TASK BRIEF: Among the records below, find the lines that contain "elements" and copy each of them.

SUPPLIED DATA:
☆ ☆ ☆

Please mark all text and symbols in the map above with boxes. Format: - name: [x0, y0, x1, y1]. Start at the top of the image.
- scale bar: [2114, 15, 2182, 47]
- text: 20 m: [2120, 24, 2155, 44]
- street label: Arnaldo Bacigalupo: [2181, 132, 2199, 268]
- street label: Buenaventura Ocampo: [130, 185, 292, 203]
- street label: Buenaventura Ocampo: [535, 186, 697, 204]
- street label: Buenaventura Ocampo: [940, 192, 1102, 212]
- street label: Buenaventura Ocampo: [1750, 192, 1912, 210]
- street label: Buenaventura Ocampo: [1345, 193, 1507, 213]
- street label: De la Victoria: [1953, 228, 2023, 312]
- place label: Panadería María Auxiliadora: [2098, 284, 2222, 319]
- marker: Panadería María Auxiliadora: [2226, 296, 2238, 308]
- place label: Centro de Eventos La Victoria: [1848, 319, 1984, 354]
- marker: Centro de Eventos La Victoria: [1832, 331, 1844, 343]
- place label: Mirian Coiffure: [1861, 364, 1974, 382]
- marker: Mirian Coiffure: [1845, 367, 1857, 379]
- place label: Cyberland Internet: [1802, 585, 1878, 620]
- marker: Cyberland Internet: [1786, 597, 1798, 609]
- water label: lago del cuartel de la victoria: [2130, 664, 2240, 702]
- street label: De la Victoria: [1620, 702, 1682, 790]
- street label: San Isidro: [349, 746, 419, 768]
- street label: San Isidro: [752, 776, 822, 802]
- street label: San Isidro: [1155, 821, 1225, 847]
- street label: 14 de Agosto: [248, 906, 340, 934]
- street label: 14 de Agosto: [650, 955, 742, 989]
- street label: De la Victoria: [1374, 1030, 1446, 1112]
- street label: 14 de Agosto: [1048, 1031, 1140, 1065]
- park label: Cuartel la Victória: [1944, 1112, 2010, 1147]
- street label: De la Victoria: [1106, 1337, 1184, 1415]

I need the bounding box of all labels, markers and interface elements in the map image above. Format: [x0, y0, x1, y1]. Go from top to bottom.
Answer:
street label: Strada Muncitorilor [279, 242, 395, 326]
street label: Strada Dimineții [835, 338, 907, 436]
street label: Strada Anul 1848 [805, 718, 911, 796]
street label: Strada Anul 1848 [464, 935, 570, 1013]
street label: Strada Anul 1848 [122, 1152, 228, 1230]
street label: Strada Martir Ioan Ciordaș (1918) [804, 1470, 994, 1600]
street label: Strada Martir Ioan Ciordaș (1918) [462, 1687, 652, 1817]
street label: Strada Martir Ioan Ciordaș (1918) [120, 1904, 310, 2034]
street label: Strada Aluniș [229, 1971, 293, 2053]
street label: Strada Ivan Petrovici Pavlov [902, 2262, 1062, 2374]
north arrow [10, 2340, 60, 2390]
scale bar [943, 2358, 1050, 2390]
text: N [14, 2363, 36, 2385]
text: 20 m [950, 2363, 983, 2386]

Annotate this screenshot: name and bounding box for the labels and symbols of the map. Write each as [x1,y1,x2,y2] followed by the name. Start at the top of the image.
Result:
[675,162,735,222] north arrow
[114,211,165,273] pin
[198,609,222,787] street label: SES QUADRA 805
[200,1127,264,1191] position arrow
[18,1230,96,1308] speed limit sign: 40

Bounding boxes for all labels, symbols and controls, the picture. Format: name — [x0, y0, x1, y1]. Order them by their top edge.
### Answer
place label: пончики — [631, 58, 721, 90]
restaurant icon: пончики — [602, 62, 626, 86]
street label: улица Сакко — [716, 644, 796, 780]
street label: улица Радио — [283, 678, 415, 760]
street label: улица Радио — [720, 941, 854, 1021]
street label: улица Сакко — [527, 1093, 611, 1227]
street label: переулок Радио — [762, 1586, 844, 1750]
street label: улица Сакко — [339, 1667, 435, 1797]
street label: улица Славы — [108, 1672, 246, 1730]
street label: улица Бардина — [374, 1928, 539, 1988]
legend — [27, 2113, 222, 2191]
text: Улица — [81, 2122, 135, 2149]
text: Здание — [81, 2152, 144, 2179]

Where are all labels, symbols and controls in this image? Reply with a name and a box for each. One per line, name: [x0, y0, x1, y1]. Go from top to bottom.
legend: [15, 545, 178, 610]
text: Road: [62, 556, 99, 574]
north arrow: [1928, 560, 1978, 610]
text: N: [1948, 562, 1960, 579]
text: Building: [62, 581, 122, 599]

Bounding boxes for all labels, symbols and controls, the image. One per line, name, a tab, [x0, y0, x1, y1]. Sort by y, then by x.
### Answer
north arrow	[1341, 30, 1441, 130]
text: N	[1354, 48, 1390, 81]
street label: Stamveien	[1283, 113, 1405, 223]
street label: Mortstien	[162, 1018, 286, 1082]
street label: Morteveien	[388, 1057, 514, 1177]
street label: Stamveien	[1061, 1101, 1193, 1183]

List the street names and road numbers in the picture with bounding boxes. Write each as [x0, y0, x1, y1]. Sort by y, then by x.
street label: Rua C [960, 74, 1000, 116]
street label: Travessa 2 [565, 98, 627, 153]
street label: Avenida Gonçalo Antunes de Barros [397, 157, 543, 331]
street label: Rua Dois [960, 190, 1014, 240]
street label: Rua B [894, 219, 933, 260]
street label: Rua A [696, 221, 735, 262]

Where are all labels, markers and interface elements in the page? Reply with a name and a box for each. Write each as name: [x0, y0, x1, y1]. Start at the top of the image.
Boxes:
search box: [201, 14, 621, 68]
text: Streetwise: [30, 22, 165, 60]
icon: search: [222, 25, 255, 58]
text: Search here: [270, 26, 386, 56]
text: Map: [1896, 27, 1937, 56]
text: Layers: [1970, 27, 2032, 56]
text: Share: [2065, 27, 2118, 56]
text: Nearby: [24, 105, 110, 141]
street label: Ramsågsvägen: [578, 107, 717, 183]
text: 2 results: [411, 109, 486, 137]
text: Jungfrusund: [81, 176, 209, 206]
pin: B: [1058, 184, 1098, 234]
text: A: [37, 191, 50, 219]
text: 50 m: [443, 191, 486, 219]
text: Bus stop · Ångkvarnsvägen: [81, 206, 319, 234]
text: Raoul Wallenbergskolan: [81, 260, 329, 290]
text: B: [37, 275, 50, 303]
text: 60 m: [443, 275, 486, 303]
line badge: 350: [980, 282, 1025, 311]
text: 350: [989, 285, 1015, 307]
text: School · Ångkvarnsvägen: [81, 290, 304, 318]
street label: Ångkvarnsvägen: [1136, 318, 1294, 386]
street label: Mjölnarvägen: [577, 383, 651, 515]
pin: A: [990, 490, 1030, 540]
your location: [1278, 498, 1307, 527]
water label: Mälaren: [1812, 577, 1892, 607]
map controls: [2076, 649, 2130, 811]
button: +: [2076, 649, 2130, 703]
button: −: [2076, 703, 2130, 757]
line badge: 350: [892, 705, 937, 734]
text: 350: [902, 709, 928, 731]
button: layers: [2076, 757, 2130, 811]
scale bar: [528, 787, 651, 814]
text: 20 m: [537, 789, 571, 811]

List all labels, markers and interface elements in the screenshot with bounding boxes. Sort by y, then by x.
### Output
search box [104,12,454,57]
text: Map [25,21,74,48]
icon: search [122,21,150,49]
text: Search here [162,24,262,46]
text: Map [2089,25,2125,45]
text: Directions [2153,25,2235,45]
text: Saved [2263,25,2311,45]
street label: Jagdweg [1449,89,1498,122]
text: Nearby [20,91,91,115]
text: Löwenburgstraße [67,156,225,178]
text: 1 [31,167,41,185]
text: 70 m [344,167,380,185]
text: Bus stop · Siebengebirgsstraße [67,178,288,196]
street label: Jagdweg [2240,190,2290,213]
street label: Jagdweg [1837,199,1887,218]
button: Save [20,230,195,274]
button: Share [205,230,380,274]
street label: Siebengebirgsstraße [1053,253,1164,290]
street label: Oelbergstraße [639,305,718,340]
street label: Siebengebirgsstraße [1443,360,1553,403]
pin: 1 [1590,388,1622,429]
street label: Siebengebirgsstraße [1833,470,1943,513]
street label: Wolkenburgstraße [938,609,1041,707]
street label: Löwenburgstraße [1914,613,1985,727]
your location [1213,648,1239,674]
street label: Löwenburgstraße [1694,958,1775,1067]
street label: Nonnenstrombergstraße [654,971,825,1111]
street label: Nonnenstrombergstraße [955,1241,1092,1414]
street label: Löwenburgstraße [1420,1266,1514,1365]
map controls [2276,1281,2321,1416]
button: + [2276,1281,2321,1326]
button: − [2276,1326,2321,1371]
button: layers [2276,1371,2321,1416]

☆ ☆ ☆

RESPONSE BOX:
I need the bounding box of all labels, markers and interface elements in the map image above. Format: [x0, y0, x1, y1]. Go from top to bottom.
Where are all labels, markers and interface elements in the page? Reply with a name and a box for each. Write each as name: [x0, y0, x1, y1]. Start at the top of the image.
List all labels, markers and interface elements in the screenshot with bounding boxes. Sort by y, then by x.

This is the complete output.